Measuring the complexity of general practice consultations: a Delphi and cross-sectional study in English primary care
Salisbury C., Lay-Flurrie S., Bankhead CR., Fuller A., Murphy M., Caddick B., Ordóñez-Mena JM., Holt T., Nicholson BD., Perera R., Hobbs FR.
BACKGROUND: The complexity of general practice consultations may be increasing and varies in different settings. A measure of complexity is required to test these hypotheses. AIM: To develop a valid measure of general practice consultation complexity applicable to routine medical records. DESIGN AND SETTING: Delphi study to select potential indicators of complexity followed by a cross-sectional study in English general practices to develop and validate a complexity measure. METHOD: The online Delphi study over two rounds identified potential indicators of consultation complexity. The cross-sectional study used an age-sex stratified random sample of patients and general practice face-to-face consultations from 2013/2014 in the Clinical Practice Research Datalink. The authors explored independent relationships between each indicator and consultation duration using mixed-effects regression models, and revalidated findings using data from 2017/2018. The proportion of complex consultations in different age-sex groups was assessed. RESULTS: A total of 32 GPs participated in the Delphi study. The Delphi panel endorsed 34 of 45 possible complexity indicators after two rounds. After excluding factors because of low prevalence or confounding, 17 indicators were retained in the cross-sectional study. The study used data from 173 130 patients and 725 616 face-to-face GP consultations.
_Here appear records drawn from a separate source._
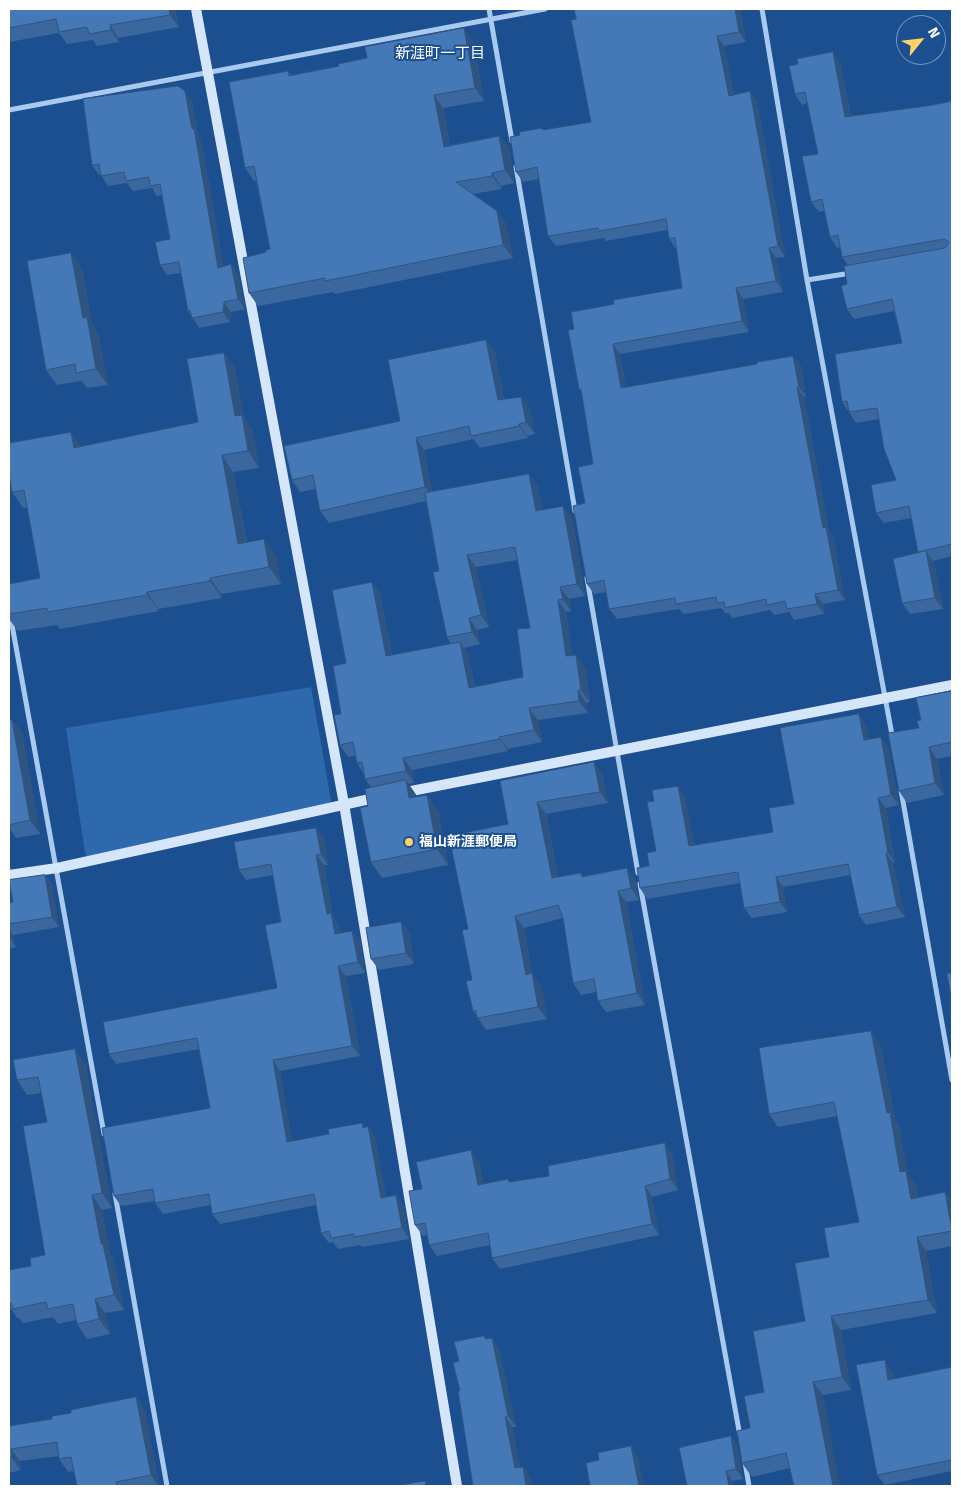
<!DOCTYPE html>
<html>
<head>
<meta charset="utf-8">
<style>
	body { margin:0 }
	#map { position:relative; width:961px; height:1495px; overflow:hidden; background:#1b4f8f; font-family:"Fira Sans",sans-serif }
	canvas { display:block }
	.frame { position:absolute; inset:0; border:10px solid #fff; pointer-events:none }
	.north { position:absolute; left:896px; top:15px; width:50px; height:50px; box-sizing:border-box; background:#1b4f8f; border:1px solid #7695bc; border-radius:50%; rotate:61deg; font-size:14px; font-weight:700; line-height:20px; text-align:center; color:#fff }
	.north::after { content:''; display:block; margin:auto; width:18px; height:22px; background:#ffd166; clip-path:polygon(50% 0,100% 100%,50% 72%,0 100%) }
</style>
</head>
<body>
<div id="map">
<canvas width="961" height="1495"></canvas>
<div class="frame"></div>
<div class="north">N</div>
</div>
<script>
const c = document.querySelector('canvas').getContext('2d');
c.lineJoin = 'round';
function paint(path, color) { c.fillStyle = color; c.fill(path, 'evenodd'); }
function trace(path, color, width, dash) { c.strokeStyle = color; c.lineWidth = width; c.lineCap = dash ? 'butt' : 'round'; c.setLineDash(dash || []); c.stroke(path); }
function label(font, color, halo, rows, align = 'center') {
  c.font = font + ' "Fira Sans","Noto Sans JP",sans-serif'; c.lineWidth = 4; c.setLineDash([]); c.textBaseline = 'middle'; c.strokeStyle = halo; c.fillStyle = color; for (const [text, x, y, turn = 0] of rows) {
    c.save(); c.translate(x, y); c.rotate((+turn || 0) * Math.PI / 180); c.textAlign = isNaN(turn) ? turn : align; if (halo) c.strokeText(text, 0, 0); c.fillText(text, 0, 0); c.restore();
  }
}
paint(new Path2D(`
	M311 687 332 806 327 814 89 860 85 853 66 728Z`), '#2e69ad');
trace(new Path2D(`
	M489 9 512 141
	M762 9 807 280 893 740
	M9 110 545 9
	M516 167 575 511
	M807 280 851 273
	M587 578 638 873
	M9 608 104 1134
	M901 790 952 1080
	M640 884 740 1436
	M115 1194 167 1486
	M745 1462 749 1486`), '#a9c9ee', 5);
trace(new Path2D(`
	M196 9 344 804 457 1486
	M401 793 952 685
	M9 875 57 868 379 797`), '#d6e6fa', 10);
paint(new Path2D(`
	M9 9H175L179 27 118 38 119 42 97 46 93 40 67 44 59 33 9 42Z
	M740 9 746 42 724 46 734 95 750 91 757 101 785 257 776 258 783 292 743 299 749 332 620 354 626 388 757 364 793 356 801 366 806 397H804L829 532 833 537 845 600 823 604 824 614 794 620 789 612 774 615 770 610 732 618 729 613H725L721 608 684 614 679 609 617 619 609 609 606 592 594 594 587 584 585 503 593 464 582 393 579 389 574 329 614 304 682 288 676 249 669 238 667 230 606 241 604 238 556 246 548 236 539 179 523 182 516 172 520 135 542 128 544 130 591 122 576 19Z
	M473 41 484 101 443 108 450 145 499 136 509 149 514 183 501 186 502 189 473 194 497 211 506 224 513 258 335 294 333 292 258 306 249 293 266 252 270 249 256 181H254L245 168 288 71 291 75Z
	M840 63 851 116 933 105 952 101V556L933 561 934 562 943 609 910 614 902 603 919 553 911 518 884 523 876 513 896 480 879 419 856 423 842 402 902 343 894 311 854 319 847 309 848 265 842 257 840 247 837 248 830 237 824 211 819 212 811 202 818 154 807 103 802 105 795 94 798 64Z
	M192 101 198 135 201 138 223 266 238 274 245 309 231 312 230 322 199 328 188 311 181 273 167 275 160 265 170 239 162 195 157 196 152 188 133 191 127 183 108 186 101 175H99L92 165Z
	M82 268 92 324 98 333 108 385 87 388 82 381 57 385 46 370Z
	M486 340 495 352 504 399 521 397 530 409 535 434 527 436 528 438 480 448 473 439 424 450 432 492 538 486 542 510 572 518 585 596 569 599 571 611 566 612 572 655 585 667 590 702 586 703 588 713 538 720 542 742 508 749V751L412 770 414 783 408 784 417 797 427 795 438 811 448 865 382 878 371 862 368 806 371 787 365 779 364 774 357 763 355 756 348 757 340 745 341 714 346 663 372 582 380 594 392 655 451 644 447 637 439 571 426 501 329 523 320 511 315 489 300 492 292 480 400 421ZM518 560 530 628 523 677 475 687 468 654 464 648 480 644 477 630 489 627 476 567Z
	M224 353 235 369 244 418 253 432 259 468 233 472 247 543 264 539 276 556 281 584 221 594 222 598 158 609 159 611 60 629 57 625 18 631 9 619V584L40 578 27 508H23L12 492 82 446 198 422Z
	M952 691V756L937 759 944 795 907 803 899 791 921 720Z
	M12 720 22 733 40 834 16 838 9 827V721Z
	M866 724 869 739 888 747 899 805 886 808 895 863H893L905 917 866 925 859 915 851 875 783 887 787 912 752 918 744 908 740 883 647 899 640 888 656 851 654 801 685 796 694 845 773 832 794 804Z
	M602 774 608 803 546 814 558 877 581 873 583 876 627 868 635 880 639 900 626 902 645 1005 606 1012 598 1001 596 992 581 995 573 983 563 918 524 928 532 974 541 985 547 1019 486 1030 473 1011 472 980 468 929 508 824 500 781Z
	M324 838 328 865H324L333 916 338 924 340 933 352 931 360 941 365 973 346 976 360 1056 280 1071 292 1141 329 1134 362 1123 365 1127 375 1137 386 1197 403 1205 409 1239 362 1247 360 1245 338 1249 333 1242 329 1243 321 1233 316 1205 220 1224 212 1214 211 1205 163 1214 155 1203V1201L121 1206 114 1196 210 1108 199 1049 116 1064 109 1054 277 988 281 922 273 875 246 880 239 870Z
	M45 875 52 885 59 927 13 935 16 947 9 949V903L13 902Z
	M401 922 409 933 414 964 379 970 371 959Z
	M880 1044 895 1119 899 1126 907 1173 915 1184 918 1197 945 1192 952 1202V1246L926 1251 937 1313 841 1330 851 1390 823 1395 790 1468 752 1477 742 1463 750 1428 764 1392 805 1321 829 1257 859 1222 837 1116 778 1127 769 1114Z
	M85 1063 112 1208 102 1210 110 1254 113 1258 124 1310 105 1313 110 1334 87 1339 77 1324 76 1320 58 1324 53 1317 23 1323 19 1318H17L9 1306V1270L31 1266 45 1255 47 1122 41 1093 27 1095 17 1080Z
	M665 1143 672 1154 678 1190 652 1197 659 1235 500 1269 492 1258 490 1245 437 1256 429 1245 427 1235 423 1236 415 1225 422 1189 479 1161 483 1184 508 1179 510 1182 549 1176Z
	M492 1338 499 1349 516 1427H512L520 1467H523L530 1477 532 1486 460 1391 459 1361 486 1339Z
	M952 1367V1471L885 1485 877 1475 892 1371 894 1379Z
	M136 1397 145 1410 159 1486H77L74 1471 68 1472 59 1459V1456L20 1461 21 1470 9 1473V1425V1426L52 1419 71 1413Z
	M731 1436 737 1446 743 1479 732 1481 733 1486H687Z`), '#3a679d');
paint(new Path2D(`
	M169 9H175L179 27 170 15Z
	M735 9H740L746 42 739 32Z
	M110 25 118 38 119 42 111 30Z
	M464 28 473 41 484 101 475 88Z
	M717 36 724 46 736 106 729 96Z
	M833 52 840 63 853 127 845 117Z
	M185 91 192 101 198 135 201 138 225 278 218 268Z
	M750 91 757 101 785 257 778 246Z
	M434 95 443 108 453 160 444 147Z
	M499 136 509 149 514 183 505 170Z
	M492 173 501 186 502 189 492 176Z
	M497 211 506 224 513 258 503 245Z
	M769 248 776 258 783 292 776 281Z
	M71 253 82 268 92 324 98 333 108 385 96 369 83 318Z
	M231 264 238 274 245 309 238 299Z
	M736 288 743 299 749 332 742 321Z
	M224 302 231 312 230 322 223 312Z
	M486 340 495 352 506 412 498 400Z
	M613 344 620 354 628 399 621 388Z
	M224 353 235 369 244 418 253 432 259 468 248 451 235 416Z
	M793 356 801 366 806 397 799 387Z
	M797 387 804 397 829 532 833 537 845 600 838 590 823 528Z
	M521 397 530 409 535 434 526 422Z
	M519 424 527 436 528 438 519 426Z
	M71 432 83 448H74Z
	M416 438 424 450 433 499 425 487Z
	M222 455 233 472 250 561 238 544Z
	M529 474 538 486 544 523 536 511Z
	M563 506 572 518 585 596 577 584Z
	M264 539 276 556 281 584 269 567Z
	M926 551 934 562 943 609 935 598Z
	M467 555 476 567 489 627 481 615Z
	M210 578 221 594 222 598 210 581Z
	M372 582 380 594 394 668 386 656Z
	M560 587 569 599 571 611 563 599Z
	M147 592 158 609 159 611 147 595Z
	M815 594 823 604 824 614 817 604Z
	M558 600 566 612 574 668 566 656Z
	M469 618 477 630 480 644 472 632Z
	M460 642 468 654 477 700 469 688Z
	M576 655 585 667 590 702 581 690Z
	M578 690 586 703 588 713 579 701Z
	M529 708 538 720 542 742 534 730Z
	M859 714 866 724 872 750 864 740Z
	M12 720 22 733 40 834 30 820Z
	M499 737 508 749V751L500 739Z
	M881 737 888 747 899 805 891 795Z
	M929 747 937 759 944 795 935 783Z
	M403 758 412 770 414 783 406 771Z
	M594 762 602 774 608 803 600 792Z
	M406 780 417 796 421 814 409 798Z
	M678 786 685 796 696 856 689 846Z
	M427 795 438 811 448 865 437 849Z
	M878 798 886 808 895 863 888 853Z
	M537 802 546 814 560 890 552 878Z
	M316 828 324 838 328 865 321 854Z
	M886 853 893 863 905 917 897 907Z
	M316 855 324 865 333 916 338 924 342 945 335 934 327 914Z
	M627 868 635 880 639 900 631 888Z
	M45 875 52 885 59 927 52 917Z
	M776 877 783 887 787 912 780 902Z
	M618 891 626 902 645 1005 637 993Z
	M515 916 524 928 534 987 526 975Z
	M401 922 409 933 414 964 406 953Z
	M9 928 13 935 16 947 9 937Z
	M352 931 360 941 365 973 358 962Z
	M338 966 346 976 360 1056 352 1046Z
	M532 973 541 985 547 1019 538 1007Z
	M871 1031 880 1044 895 1119 899 1126 907 1173 915 1184 920 1212 911 1199 900 1172 887 1113Z
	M75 1049 85 1063 112 1208 102 1193Z
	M273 1060 280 1071 294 1153 287 1142Z
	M362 1123 369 1133 368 1126 375 1137 388 1208 381 1198Z
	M665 1143 672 1154 678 1190 670 1179Z
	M471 1150 479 1161 486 1196 478 1185Z
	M645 1186 652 1197 659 1235 652 1224Z
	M945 1192 952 1202V1231Z
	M92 1195 102 1210 110 1254 113 1258 124 1310 114 1295 101 1244Z
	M396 1195 403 1205 409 1239 402 1228Z
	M917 1237 926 1251 937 1313 928 1300Z
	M95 1299 105 1313 110 1334 99 1319Z
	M831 1316 841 1330 851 1390 842 1377Z
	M492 1338 499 1349 516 1427 508 1416Z
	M885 1360 892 1371 896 1390 888 1380Z
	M813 1382 823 1395 840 1486H833Z
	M136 1397 145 1410 159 1486H158L151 1475Z
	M505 1417 512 1427 522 1479 515 1468Z
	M731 1436 737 1446 743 1479 736 1469Z
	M631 1446 638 1456 644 1486H639Z
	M11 1449 20 1461 21 1470 12 1458Z
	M523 1467 530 1477 532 1486H526Z
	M726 1471 732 1481 733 1486H729Z`), '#305480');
const building = new Path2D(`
	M9 9H169L170 15 110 25 111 30 89 34 87 27 59 32 56 19 9 28Z
	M574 9H735L739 32 717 36 729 96 750 91 778 246 769 248 776 281 736 288 742 321 613 344 621 388 757 364V362L793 356 799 387H797L823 528 826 527 838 590 815 594 817 604 787 609 785 601 767 605 766 599 725 608 724 602 717 603 716 597 676 604 675 598 609 609 604 580 587 584 573 506 585 503 578 467 593 464 581 389H579L568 330 574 329 571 312 614 304 613 300 682 288 675 238H669L666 219 599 231 598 228 548 236 537 167 516 172 510 137 520 135 519 132 542 128 543 130 591 122 571 20 576 19Z
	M464 28 475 88 434 95 444 147 499 136 505 170 492 173V176L456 182 497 211 503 245 325 281V278L249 293 243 258 266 252V250L270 249 254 166 245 168 229 82 288 71 289 76 339 66 338 64 367 58 365 47Z
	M833 52 845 117 933 105 952 101V544L918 552 909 506 876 513 871 485 896 480 884 449 877 408 849 412 847 401 842 402 835 354 902 343 892 299 847 309 841 286 847 284 844 266 945 248 949 242 944 239 842 257 838 235 830 237 822 199 811 202 802 156 818 154 805 92 795 94 789 66 798 64 797 59Z
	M178 86 185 91 192 129 194 128 218 268 231 264 238 299 224 302 223 312 192 318 190 310 188 311 179 262 160 265 155 242 170 239 160 184 150 186 149 177 126 181 124 172 101 176 99 164 92 165 83 99Z
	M71 253 83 318 87 317 96 369 76 373 75 364 46 370 27 261Z
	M486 340 498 400 521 397 526 422 519 424V426L471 436 469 426 416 438 425 487 320 511 313 475 292 480 284 446 400 421 388 360Z
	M224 353 235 416 242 415 248 451 222 455 238 544 264 539 269 567 210 578V581L147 592V595L48 612 47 608 9 614V584L40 578 24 490 12 492 9 474V443L71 432 74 448 198 422 187 359Z
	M529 474 536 511 563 506 577 584 560 587 563 599 558 600 566 656 576 655 581 690H578L579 701 529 708 534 730 499 737 500 739 403 758 406 771 365 779 362 762 357 763 353 742 340 745 334 715 341 714 333 666 346 663 332 590 372 582 386 656 460 642 469 688 523 677 517 629 530 628 515 547 467 555 481 615 469 618 472 632 447 637 433 572 439 571 425 493Z
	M926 551 935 598 902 603 893 559Z
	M952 691V742L929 747 935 783 899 791 888 733 919 728 917 721 921 720 916 698Z
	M859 714 864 740 881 737 891 795 878 798 888 853H886L897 907 859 915 848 864 776 877 780 902 744 908 738 872 640 888 637 868 649 866 647 853 656 851 647 802 654 801 652 790 678 786 689 846 773 832 769 808 794 804 780 728Z
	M12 720 30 820 9 825V721Z
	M594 762 600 792 537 802 552 878 581 873 582 877 627 868 631 888 618 891 637 993 598 1001 594 979 573 983 563 918 558 905 515 916 526 975 532 973 538 1007 477 1018 476 1010 473 1011 466 981 472 980 462 930 468 929 449 836 508 824 500 781Z
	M406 780 409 798 427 795 437 849 371 862 360 808 368 806 365 789Z
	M316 828 321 854 316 855 327 914 331 913 335 934 352 931 358 962 338 966 352 1046 273 1060 287 1142 329 1134 328 1129 362 1123 363 1128 368 1126 381 1198 396 1195 402 1228 354 1237V1234L331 1238 329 1231 321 1233 314 1194 212 1214 209 1194 155 1203 153 1189 114 1196 102 1128 210 1108 197 1038 109 1054 103 1022 277 988 265 925 281 922 271 864 239 870 234 842Z
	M45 875 52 917 9 924V903L13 902 9 880Z
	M401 922 406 953 371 959 366 928Z
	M952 973V1003L947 974Z
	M871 1031 887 1113 890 1112 900 1172 906 1171 911 1199 945 1192 952 1231 917 1237 928 1300 831 1316 842 1377 813 1382 833 1486H794L786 1453 742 1463 737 1431 750 1428 744 1396 764 1392 753 1331 805 1321 795 1263 829 1257 824 1228 859 1222 834 1102 769 1114 759 1048Z
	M75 1049 102 1193 92 1195 101 1244H103L114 1295 95 1299 99 1319 77 1324 73 1304 48 1309 46 1302 13 1309 11 1303H9V1270L31 1266 30 1258 45 1255 23 1126 47 1122 38 1077 17 1080 13 1060Z
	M665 1143 670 1179 645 1186 652 1224 492 1258 488 1233 429 1245 425 1223 415 1225 409 1191 422 1189 416 1162 471 1150 478 1185 508 1179 509 1182 549 1176 548 1166Z
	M484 1336 486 1339 492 1338 508 1416 505 1417 515 1468 523 1467 526 1486H473L458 1391H460L453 1363 459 1361 454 1342Z
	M885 1360 888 1380 952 1367V1467L951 1460 877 1475 856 1365Z
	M136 1397 151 1475 116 1482 117 1486H77L71 1457 59 1459 57 1442 11 1449 12 1458H9V1426L52 1419V1416L71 1413V1410Z
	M731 1436 736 1469 726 1471 729 1486H687L679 1448Z
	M631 1446 639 1486H590L586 1463 599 1460 598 1453Z
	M425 1481 426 1486H394Z`);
paint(building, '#4478b7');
trace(building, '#305480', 1);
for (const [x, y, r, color] of [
	[409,842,5,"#ffd166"]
]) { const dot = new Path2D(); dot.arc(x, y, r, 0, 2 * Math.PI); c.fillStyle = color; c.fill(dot); trace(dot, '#1b4f8f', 2); }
label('bold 14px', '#fff', '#1b4f8f', [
	["福山新涯郵便局",419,842]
], 'left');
label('15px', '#fff', '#1b4f8f', [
	["新涯町一丁目",440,54]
]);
</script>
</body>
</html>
On defining complexity as the presence of any of these 17 factors, 308 370 consultations (42.5%) were found to be complex. Mean duration of complex consultations was 10.49 minutes, compared to 9.64 minutes for non-complex consultations. The proportion of complex consultations was similar in males and females but increased with age. CONCLUSION: The present consultation complexity measure has face and construct validity. It may be useful for research, management and policy, and for informing decisions about the range of resources needed in different practices.